* [About this task] Copy exactly the lines from the start of the material through the line with "inset:0; background:#bcc290; transform-origin:0". Pictures stay out of the copy.
___ Available records ___
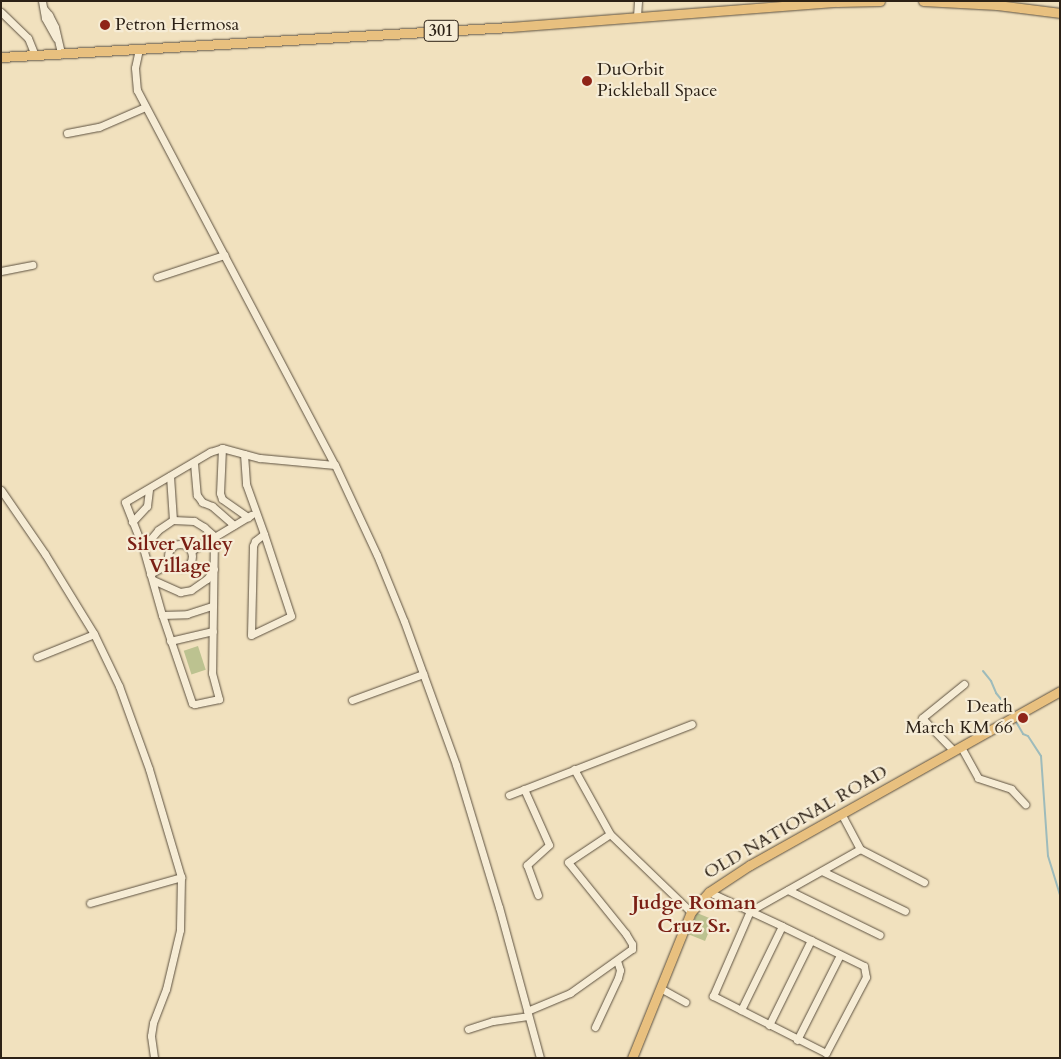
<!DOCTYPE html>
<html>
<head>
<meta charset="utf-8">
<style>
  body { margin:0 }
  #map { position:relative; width:1061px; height:1059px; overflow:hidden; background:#f1e1be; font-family:Cardo,serif }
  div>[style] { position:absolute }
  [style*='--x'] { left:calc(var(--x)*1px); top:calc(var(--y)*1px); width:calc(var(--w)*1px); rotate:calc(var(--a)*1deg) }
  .green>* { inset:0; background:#bcc290; transform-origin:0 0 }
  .stream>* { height:2px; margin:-1px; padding:0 1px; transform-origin:1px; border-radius:1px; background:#9ebbbb }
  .roads { filter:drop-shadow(0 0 1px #5d5140) drop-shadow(0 0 1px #5d5140) }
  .minor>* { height:7px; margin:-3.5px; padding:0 3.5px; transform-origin:3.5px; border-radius:3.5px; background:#f6ecd5 }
  .minor>.ring { margin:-3.5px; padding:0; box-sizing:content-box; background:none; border:7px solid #f6ecd5; border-radius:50% }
  .major>* { height:9px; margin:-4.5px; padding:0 4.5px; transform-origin:4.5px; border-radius:4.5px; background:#e8c07f }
  .dots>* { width:14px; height:14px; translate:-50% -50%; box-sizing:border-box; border:2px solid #f6ecd5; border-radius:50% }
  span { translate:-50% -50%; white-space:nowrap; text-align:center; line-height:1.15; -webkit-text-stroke:4.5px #f6ecd5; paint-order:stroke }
  .shield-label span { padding:1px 4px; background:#f6ecd5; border:1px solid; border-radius:4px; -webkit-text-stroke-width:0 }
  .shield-label { font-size:16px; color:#2c2116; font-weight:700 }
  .poi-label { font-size:18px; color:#2c2116 }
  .left { translate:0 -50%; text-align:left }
  .right { translate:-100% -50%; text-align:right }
  .street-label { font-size:18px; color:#2c2116 }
  .neighbourhood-label { font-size:19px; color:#7a1f14; font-weight:700 }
  .quarter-label { font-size:20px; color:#7a1f14; font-weight:700 }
  .frame { position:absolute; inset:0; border:2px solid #2c2116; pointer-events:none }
</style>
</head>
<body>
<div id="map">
  <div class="green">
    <i style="left:198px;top:646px;width:25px;height:15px;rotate:72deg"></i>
    <i style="left:697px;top:913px;width:18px;height:23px;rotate:22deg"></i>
  </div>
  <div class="stream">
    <i style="--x:983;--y:671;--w:13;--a:51"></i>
    <i style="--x:991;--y:681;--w:13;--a:67"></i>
    <i style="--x:996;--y:693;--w:26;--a:51"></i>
    <i style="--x:1015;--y:720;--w:16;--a:60"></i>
    <i style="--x:1023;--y:734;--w:5;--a:22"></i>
    <i style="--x:1028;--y:736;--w:24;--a:57"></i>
    <i style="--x:1041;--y:756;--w:100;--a:86"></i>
    <i style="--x:1048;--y:856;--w:41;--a:72.9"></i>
  </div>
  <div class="roads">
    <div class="minor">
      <i style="--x:42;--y:1;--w:17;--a:80"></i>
      <i style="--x:45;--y:18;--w:23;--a:61"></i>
      <i style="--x:44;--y:9;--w:8;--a:50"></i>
      <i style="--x:49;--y:15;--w:13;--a:63"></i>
      <i style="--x:55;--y:27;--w:28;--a:77"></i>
      <i style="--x:1;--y:12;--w:37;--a:44"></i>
      <i style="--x:28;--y:38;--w:18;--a:68"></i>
      <i style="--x:637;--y:16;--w:15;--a:-86"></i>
      <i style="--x:139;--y:49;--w:19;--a:102"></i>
      <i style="--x:135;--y:68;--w:22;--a:85"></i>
      <i style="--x:137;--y:90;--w:424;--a:62.2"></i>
      <i style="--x:335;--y:465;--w:99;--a:65"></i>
      <i style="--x:377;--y:555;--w:71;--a:67.8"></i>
      <i style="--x:404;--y:621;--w:153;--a:70.1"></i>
      <i style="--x:456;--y:765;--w:148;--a:73.2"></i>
      <i style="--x:499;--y:907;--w:156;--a:74.8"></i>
      <i style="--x:67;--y:133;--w:33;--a:-11"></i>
      <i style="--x:99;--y:127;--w:50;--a:-23.5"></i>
      <i style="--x:1;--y:271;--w:32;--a:-11"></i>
      <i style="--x:157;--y:277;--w:71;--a:-18.2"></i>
      <i style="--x:222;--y:448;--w:45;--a:92.5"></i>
      <i style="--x:220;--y:493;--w:6;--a:72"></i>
      <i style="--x:222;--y:499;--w:32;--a:35"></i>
      <i style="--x:244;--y:454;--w:30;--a:86"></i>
      <i style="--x:246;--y:484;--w:53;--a:70.2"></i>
      <i style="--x:264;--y:534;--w:86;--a:71.8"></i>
      <i style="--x:291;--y:616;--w:44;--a:154.6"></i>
      <i style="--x:251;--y:635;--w:89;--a:-88.7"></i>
      <i style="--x:253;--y:546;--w:5;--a:-68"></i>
      <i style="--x:255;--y:541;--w:11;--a:-38"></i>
      <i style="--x:194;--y:463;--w:32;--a:85"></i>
      <i style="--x:197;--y:495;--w:9;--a:54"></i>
      <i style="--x:202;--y:502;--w:11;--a:22"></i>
      <i style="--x:212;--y:506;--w:29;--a:41"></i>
      <i style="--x:170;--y:476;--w:44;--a:86.1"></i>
      <i style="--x:1;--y:490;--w:78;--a:55.5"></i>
      <i style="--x:45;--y:554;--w:94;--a:58.5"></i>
      <i style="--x:94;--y:634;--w:58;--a:64.3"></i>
      <i style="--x:119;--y:686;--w:88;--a:70.1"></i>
      <i style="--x:149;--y:769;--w:113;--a:73.5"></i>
      <i style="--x:181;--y:877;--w:53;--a:91.1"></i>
      <i style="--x:180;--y:930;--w:61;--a:103.3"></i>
      <i style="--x:166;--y:989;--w:36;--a:111"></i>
      <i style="--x:153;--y:1023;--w:13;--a:99"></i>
      <i style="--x:151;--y:1036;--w:22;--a:82"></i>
      <i style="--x:132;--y:522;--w:22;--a:-47"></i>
      <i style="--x:147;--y:506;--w:16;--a:-83"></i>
      <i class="ring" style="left:168px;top:544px;width:17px;height:17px"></i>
      <i style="--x:143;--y:548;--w:23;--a:-50"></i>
      <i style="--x:158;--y:530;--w:18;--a:-34"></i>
      <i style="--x:173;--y:520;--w:21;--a:3"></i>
      <i style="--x:194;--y:521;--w:12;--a:31"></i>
      <i style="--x:204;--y:527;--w:13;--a:42"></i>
      <i style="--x:214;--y:536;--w:137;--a:90.8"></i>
      <i style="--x:212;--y:673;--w:27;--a:75"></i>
      <i style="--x:219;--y:699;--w:25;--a:168"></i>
      <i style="--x:195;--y:704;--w:3;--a:-162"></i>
      <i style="--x:192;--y:703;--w:93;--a:-108.8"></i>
      <i style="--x:162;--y:615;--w:70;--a:-105.8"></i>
      <i style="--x:143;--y:548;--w:49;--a:-111.4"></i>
      <i style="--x:125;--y:502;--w:99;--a:-30.5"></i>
      <i style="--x:210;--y:452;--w:13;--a:-18"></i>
      <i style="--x:222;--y:448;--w:39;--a:15"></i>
      <i style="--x:260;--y:458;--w:75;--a:5.3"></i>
      <i style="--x:191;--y:551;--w:70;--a:-31"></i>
      <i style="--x:150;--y:574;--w:23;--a:-29"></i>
      <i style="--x:153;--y:580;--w:30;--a:24"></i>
      <i style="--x:180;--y:592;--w:11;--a:-10"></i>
      <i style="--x:191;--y:590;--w:19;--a:-35"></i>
      <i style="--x:207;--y:579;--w:12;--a:-55"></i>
      <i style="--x:162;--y:615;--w:25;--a:-2"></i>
      <i style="--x:187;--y:614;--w:26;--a:-18"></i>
      <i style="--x:170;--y:641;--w:44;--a:-13.1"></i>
      <i style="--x:37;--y:657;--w:61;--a:-22"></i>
      <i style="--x:352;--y:700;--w:76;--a:-20.1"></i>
      <i style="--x:961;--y:747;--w:35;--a:61"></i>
      <i style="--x:978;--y:778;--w:35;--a:18"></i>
      <i style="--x:1011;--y:789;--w:21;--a:47"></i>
      <i style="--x:954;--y:751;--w:46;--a:-134.1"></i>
      <i style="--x:922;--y:718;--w:54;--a:-39"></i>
      <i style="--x:574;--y:769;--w:74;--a:61"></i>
      <i style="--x:610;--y:834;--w:112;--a:43.9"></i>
      <i style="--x:524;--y:789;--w:61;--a:65.9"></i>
      <i style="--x:549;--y:845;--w:30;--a:138"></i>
      <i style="--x:527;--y:865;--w:32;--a:70"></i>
      <i style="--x:509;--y:795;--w:196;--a:-21.2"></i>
      <i style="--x:860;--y:849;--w:72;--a:27.3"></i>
      <i style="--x:822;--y:871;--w:92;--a:25.7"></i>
      <i style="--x:788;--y:890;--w:102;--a:26.1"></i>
      <i style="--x:709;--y:892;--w:45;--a:24.9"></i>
      <i style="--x:750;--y:911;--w:35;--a:25"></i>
      <i style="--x:782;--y:926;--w:91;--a:26"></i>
      <i style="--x:864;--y:966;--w:11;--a:80"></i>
      <i style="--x:866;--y:977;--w:86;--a:117.8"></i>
      <i style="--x:826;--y:1053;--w:127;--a:-153.2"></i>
      <i style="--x:713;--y:996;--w:93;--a:-66.5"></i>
      <i style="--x:750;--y:911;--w:126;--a:-29.4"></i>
      <i style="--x:860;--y:849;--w:38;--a:-118"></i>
      <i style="--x:90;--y:903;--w:95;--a:-15.9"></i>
      <i style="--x:660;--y:988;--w:29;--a:29"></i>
      <i style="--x:741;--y:1010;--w:93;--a:-64"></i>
      <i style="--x:527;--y:1011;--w:47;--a:-22.7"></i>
      <i style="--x:570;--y:993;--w:76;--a:-35.4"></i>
      <i style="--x:632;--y:949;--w:5;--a:-90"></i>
      <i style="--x:632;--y:944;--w:12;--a:-121"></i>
      <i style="--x:626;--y:934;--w:92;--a:-128.9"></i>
      <i style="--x:568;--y:862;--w:50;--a:-33.7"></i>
      <i style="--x:769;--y:1025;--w:95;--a:-63.7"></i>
      <i style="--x:595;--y:1027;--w:54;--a:-64.9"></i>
      <i style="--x:618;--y:978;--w:8;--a:-76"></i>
      <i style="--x:620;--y:970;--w:9;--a:-108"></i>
      <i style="--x:468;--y:1029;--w:26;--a:-18"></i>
      <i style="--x:493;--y:1021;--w:35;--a:-8"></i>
      <i style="--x:797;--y:1040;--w:95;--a:-63.2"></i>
    </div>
    <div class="major">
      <i style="--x:923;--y:1;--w:74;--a:3.1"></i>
      <i style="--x:997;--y:5;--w:64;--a:7.2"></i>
      <i style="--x:1;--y:57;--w:510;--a:-3.37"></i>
      <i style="--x:510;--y:27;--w:328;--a:-4.4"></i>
      <i style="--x:837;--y:2;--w:43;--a:-1.3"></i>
      <i style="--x:632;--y:1058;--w:157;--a:-68"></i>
      <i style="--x:691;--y:912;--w:27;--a:-48"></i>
      <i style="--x:709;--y:892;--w:49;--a:-33.4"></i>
      <i style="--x:750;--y:865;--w:355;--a:-29.3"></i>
    </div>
  </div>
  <div class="dots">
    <i style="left:105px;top:25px;background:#8f2418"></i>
    <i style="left:587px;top:81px;background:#8f2418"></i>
    <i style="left:1023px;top:718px;background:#8f2418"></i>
  </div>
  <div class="shield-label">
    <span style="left:441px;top:31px">301</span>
  </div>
  <div class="poi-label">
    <span class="left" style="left:115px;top:25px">Petron Hermosa</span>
    <span class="left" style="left:597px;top:81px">DuOrbit<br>Pickleball Space</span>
    <span class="right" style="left:1013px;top:718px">Death<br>March KM 66</span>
  </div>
  <div class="street-label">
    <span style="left:796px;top:823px;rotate:-30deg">OLD NATIONAL ROAD</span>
  </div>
  <div class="neighbourhood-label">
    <span style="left:180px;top:556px">Silver Valley<br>Village</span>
  </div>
  <div class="quarter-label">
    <span style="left:694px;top:914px">Judge Roman<br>Cruz Sr.</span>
  </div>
  <div class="frame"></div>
</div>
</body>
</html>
___
* [Written response]
<!DOCTYPE html>
<html>
<head>
<meta charset="utf-8">
<style>
  body { margin:0 }
  #map { position:relative; width:1061px; height:1059px; overflow:hidden; background:#f1e1be; font-family:Cardo,serif }
  div>[style] { position:absolute }
  [style*='--x'] { left:calc(var(--x)*1px); top:calc(var(--y)*1px); width:calc(var(--w)*1px); rotate:calc(var(--a)*1deg) }
  .green>* { inset:0; background:#bcc290; transform-origin:0 0 }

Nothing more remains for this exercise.